Elle a raison et je le sais. Pourtant… Et d’un coup, je me souviens d’une chose qui vient contredire ces propos.
- Mais au fait… Ça ne t’a pas empêché de m’embrasser devant trois personnes dans l’ascenseur, il me semble. Dans le genre « secret d’état », on fait mieux, non ?
- C’est vrai… dit-elle en esquissant un sourire amusé. Mais je ne m’attendais pas à ce que tu répondes à mon baiser. Et encore moins à ce que tu me fasses cet effet-là ! Mon attirance pour toi est plus forte que ce que je ne pouvais l’imaginer. C’est physique, je ne peux pas contrôler cette envie irrépressible de t’embrasser, de sentir ta peau…
En disant cela, elle se rapproche encore, plus féline que jamais, et je sens son souffle chaud qui s’accélère à mesure que nos corps s’attirent de nouveau comme des aimants. Le désir est bien là pour moi aussi, l’électricité entre nous est plus forte encore.

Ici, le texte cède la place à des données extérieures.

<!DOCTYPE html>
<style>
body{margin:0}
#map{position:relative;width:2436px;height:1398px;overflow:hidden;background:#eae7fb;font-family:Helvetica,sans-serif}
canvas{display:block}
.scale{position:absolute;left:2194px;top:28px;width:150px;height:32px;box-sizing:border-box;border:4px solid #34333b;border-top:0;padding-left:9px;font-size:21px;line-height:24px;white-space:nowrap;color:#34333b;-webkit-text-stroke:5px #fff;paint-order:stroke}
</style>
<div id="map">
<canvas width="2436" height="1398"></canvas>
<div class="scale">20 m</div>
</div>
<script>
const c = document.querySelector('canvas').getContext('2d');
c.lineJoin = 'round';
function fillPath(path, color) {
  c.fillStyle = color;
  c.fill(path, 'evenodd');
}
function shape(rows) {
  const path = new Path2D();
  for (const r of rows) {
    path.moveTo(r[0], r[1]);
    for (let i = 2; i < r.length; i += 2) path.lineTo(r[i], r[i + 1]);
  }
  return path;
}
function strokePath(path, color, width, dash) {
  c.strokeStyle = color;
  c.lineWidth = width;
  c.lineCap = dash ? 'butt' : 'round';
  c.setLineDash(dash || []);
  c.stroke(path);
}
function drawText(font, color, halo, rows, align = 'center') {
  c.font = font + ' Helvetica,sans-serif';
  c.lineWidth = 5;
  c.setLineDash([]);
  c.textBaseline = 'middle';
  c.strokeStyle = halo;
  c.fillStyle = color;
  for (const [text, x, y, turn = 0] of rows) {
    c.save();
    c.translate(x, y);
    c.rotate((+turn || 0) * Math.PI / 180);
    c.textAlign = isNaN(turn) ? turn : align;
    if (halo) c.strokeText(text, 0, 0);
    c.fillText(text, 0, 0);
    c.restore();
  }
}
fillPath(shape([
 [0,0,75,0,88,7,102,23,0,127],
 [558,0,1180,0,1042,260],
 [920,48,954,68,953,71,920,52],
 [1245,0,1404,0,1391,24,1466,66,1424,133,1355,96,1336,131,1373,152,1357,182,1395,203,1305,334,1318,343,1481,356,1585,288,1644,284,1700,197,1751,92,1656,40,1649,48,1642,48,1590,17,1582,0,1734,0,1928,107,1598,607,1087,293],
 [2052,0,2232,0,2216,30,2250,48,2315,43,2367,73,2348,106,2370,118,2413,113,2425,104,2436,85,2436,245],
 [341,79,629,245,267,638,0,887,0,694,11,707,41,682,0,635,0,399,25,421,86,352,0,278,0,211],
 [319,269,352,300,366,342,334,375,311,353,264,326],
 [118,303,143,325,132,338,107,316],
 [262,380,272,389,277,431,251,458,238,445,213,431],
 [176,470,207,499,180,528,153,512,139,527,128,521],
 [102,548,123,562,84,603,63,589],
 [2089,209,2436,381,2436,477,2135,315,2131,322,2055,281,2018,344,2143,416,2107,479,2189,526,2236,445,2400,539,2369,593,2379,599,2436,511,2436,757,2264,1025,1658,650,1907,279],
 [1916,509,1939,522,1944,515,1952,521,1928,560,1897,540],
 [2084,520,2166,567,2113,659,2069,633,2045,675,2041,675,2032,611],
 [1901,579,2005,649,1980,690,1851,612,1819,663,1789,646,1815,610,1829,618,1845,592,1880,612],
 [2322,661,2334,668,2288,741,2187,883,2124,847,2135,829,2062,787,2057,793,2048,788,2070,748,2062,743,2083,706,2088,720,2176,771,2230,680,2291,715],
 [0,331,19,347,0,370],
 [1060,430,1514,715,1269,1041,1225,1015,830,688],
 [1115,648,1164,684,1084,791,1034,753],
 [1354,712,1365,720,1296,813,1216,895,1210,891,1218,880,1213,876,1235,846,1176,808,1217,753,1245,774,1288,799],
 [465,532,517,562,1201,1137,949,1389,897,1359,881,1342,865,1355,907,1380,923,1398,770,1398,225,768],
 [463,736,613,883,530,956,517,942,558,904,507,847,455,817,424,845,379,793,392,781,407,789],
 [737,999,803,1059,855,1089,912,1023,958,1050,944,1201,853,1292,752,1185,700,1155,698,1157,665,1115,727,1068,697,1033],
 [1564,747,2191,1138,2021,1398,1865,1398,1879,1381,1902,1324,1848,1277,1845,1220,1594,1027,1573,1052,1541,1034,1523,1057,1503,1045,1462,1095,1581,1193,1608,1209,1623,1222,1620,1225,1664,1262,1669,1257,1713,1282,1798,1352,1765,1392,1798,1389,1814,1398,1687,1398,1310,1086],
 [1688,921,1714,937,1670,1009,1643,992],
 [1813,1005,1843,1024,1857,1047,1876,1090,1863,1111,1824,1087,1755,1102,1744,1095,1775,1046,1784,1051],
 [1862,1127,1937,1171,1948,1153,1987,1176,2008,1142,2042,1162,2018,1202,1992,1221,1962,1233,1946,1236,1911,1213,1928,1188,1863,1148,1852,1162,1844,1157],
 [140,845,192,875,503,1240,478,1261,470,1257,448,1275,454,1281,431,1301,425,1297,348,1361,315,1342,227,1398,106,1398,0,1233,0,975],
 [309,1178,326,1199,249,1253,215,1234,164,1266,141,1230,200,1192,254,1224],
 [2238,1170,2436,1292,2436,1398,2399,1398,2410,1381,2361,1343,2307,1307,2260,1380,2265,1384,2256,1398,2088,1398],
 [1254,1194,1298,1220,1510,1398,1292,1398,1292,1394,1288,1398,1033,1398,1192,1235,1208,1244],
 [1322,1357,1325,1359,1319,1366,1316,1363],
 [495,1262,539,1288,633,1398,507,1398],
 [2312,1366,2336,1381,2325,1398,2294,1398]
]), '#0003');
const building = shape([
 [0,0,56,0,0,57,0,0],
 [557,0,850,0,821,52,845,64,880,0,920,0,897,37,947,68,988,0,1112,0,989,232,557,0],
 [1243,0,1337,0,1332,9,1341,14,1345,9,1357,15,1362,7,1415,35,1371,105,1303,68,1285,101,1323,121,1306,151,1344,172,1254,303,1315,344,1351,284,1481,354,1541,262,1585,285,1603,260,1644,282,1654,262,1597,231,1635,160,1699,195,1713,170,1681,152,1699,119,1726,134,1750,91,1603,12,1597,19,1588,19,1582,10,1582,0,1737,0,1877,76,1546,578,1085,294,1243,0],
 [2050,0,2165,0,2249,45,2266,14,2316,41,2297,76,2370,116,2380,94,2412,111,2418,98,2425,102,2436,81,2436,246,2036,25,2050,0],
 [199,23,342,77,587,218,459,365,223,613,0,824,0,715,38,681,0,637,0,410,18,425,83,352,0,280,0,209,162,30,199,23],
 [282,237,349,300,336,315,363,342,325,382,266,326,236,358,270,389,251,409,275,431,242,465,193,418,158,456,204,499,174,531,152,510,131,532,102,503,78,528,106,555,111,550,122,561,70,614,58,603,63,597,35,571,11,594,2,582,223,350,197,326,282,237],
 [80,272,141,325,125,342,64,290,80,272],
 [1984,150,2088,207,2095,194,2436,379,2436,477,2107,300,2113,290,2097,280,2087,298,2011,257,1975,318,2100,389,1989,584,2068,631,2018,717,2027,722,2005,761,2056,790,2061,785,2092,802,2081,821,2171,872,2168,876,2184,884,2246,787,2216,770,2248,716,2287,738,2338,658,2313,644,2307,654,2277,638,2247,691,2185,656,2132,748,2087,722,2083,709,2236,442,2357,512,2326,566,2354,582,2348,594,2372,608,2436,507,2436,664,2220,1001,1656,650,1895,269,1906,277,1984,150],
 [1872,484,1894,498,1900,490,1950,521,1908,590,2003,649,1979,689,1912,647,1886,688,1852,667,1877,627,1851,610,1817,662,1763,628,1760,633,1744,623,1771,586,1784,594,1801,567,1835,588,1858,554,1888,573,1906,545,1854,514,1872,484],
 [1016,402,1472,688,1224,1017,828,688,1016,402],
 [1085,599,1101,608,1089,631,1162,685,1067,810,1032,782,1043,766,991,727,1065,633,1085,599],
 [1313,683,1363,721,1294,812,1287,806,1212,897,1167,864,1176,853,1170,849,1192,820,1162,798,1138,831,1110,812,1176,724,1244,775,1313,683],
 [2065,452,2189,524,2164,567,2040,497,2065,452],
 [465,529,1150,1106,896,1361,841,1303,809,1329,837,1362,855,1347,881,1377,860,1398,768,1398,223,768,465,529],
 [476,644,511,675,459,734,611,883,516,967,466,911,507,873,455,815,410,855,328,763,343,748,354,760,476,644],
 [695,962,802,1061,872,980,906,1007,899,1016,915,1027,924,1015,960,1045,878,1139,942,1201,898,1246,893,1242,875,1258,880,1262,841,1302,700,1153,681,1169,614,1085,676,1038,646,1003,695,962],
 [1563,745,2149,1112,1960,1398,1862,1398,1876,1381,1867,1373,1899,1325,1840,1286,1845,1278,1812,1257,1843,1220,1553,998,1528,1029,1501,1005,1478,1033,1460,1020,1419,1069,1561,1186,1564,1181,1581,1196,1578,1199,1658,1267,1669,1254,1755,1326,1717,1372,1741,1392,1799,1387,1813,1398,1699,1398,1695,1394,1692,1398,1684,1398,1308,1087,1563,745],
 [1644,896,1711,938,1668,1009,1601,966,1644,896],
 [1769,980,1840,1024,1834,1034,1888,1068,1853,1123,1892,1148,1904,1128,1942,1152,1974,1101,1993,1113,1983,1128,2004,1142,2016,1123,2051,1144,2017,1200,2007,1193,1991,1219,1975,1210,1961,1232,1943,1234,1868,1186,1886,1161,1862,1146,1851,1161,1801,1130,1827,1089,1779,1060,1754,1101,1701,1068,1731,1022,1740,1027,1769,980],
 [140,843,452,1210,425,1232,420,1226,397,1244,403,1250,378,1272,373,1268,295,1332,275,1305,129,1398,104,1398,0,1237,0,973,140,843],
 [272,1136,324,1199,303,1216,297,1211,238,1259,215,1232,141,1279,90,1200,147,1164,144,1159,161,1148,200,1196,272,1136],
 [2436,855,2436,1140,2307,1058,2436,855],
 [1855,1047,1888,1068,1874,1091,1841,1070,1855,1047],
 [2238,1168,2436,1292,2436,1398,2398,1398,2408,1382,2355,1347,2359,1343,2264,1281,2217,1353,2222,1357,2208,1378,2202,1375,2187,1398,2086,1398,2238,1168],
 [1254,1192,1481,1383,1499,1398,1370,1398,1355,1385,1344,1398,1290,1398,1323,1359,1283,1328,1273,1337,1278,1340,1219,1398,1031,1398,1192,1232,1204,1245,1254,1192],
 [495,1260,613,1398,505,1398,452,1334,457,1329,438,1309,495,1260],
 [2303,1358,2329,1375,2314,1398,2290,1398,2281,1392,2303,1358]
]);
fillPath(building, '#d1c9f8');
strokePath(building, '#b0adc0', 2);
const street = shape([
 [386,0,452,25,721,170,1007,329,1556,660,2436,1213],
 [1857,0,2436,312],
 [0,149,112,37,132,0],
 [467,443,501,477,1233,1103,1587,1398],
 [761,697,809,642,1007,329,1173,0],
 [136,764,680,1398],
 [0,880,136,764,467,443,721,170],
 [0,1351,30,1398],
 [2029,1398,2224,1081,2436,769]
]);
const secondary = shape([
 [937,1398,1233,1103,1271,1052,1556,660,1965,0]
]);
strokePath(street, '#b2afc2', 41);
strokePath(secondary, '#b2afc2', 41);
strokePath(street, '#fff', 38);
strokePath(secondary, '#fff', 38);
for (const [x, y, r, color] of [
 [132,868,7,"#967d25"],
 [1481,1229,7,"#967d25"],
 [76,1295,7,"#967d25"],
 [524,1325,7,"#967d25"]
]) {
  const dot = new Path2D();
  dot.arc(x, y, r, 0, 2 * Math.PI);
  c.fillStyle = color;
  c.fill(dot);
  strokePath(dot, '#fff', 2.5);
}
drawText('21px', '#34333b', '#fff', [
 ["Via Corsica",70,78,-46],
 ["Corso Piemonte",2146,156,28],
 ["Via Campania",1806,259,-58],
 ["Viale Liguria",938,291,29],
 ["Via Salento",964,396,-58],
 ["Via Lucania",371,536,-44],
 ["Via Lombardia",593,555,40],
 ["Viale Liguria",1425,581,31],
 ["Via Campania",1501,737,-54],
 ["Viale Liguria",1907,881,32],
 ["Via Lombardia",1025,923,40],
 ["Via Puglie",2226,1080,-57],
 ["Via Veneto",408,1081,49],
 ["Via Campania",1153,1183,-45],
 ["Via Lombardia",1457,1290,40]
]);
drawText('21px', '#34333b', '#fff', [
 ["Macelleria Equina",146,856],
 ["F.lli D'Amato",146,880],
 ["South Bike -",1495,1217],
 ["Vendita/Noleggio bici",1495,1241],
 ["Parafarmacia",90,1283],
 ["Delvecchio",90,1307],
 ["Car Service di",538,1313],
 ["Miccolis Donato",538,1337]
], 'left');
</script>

Elle doit le ressentir également, car son regard se plonge dans le mien et mes dernières barrières vacillent.
- Alors ? me susurre-t-elle enfin, à quelques millimètres de mes lèvres. Tu en dis quoi ? Tu en as envie aussi ou pas ?
Elle pose ses mains sur mon torse, et ses doigts glissent le long de mon t-shirt vers ma ceinture, et s’en est fini de moi. Bon… Le constat est clair : A l’évidence, je ne peux pas lui résister, moi non plus.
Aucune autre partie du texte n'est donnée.